Vacuums again are used to clean ovens. Many cleaning equipment manufacturers have come up with special nozzles that are heat resistant enabling cleaning when the oven is hot.

Similarly, in the production line, another technology that is more prominently used abroad includes the ice blasting machines which take care of residues like carbon, grease, starch, etc. This can also be used in the mixing plants, tanks, furnaces and handling systems.

Sweepers again are part of dry cleaning which can be used in the shop floor and also in the surrounding area cleaning.

High pressure jets, part of wet cleaning, are used commonly to remove fat or grease deposits also for foaming structure within the production unit. The hot and cold water option in the high-pressure jets enables all-round cleanliness and hygiene.

Other common wet cleaning products include vacuums, scrubber dryers, single disc machines.

Traditionally, cleaning used to be done either before production or after, and if it occurred during production hours, machines were turned off for cleaning. Cleaning in place or inline cleaning systems are now being used extensively for interior cleaning of pipes, vessels, tankers, heat exchanges, fillers and other enclosed process systems. This method allows processing equipment to be steamed, vacuumed and removed of any waste in one go, without having to stop. This greatly reduces the risk of contamination further down the production line. Surfaces receive a deep clean while production is occurring rather than a wipe down at the end. It also reduces resources, labour and downtime. Other cleaning processes include chiller and heat exchanger tube cleaning machinery and others.

Detergents, Disinfectants

The official definition (Association of Official Analytical Chemists) of sanitizing for food product contact surfaces is a process which reduces the contamination level by 99.999% (5 logs) in 30 sec.

The official definition for non-product contact surfaces requires a contamination reduction of 99.9% (3 logs). The standard test organisms used are Staphylococcus aureus and Escherichia coli.

General types of sanitization include the following:

• Thermal Sanitization involves the use of hot water or steam for a specified temperature and contact time.
• Chemical Sanitization involves the use of an approved chemical sanitizer at a specified concentration and contact time.

Detergents are normally used to remove soils, while sanitizers which contain both detergents and disinfectants which are used to kill microbes without employing a soil removal action.

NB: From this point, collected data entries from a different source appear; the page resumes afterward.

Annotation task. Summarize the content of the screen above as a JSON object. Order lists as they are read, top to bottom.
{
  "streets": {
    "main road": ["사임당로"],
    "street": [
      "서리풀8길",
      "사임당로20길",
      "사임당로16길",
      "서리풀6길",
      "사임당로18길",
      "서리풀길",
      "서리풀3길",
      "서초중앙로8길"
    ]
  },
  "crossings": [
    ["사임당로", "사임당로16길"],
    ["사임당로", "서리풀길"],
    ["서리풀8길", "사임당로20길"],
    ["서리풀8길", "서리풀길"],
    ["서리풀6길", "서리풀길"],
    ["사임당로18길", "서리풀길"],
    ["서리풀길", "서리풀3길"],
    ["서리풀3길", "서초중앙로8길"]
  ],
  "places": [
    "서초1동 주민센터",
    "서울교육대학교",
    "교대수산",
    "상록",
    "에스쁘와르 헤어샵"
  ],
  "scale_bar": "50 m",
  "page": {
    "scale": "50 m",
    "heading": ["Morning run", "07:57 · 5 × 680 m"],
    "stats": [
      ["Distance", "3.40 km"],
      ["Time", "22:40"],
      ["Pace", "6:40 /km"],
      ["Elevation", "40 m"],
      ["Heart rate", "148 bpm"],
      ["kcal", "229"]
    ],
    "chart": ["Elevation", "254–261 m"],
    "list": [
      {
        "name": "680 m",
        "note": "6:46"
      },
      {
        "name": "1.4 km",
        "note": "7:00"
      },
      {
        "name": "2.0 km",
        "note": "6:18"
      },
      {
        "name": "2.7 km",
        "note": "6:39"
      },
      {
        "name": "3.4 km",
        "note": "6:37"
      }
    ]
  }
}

Water comprises approximately 95-99% of cleaning and sanitizing solutions. Water functions to do the following:

• carry the detergent or the sanitizer to the surface
• carry soils or contamination from the surface.

The primary source of soil is from the food product being handled. However, minerals from water residue and residues from cleaning compounds contribute to films left on surfaces. Microbiological biofilms also contribute to the soil build-up on surfaces. Since soils vary widely in composition, no one detergent is capable of removing all types. Many complex films contain combinations of food components, surface oil or dust, insoluble cleaner components, and insoluble hard-water salts. These films vary in their solubility properties depending upon such factors as heat effect, age, dryness, time, etc.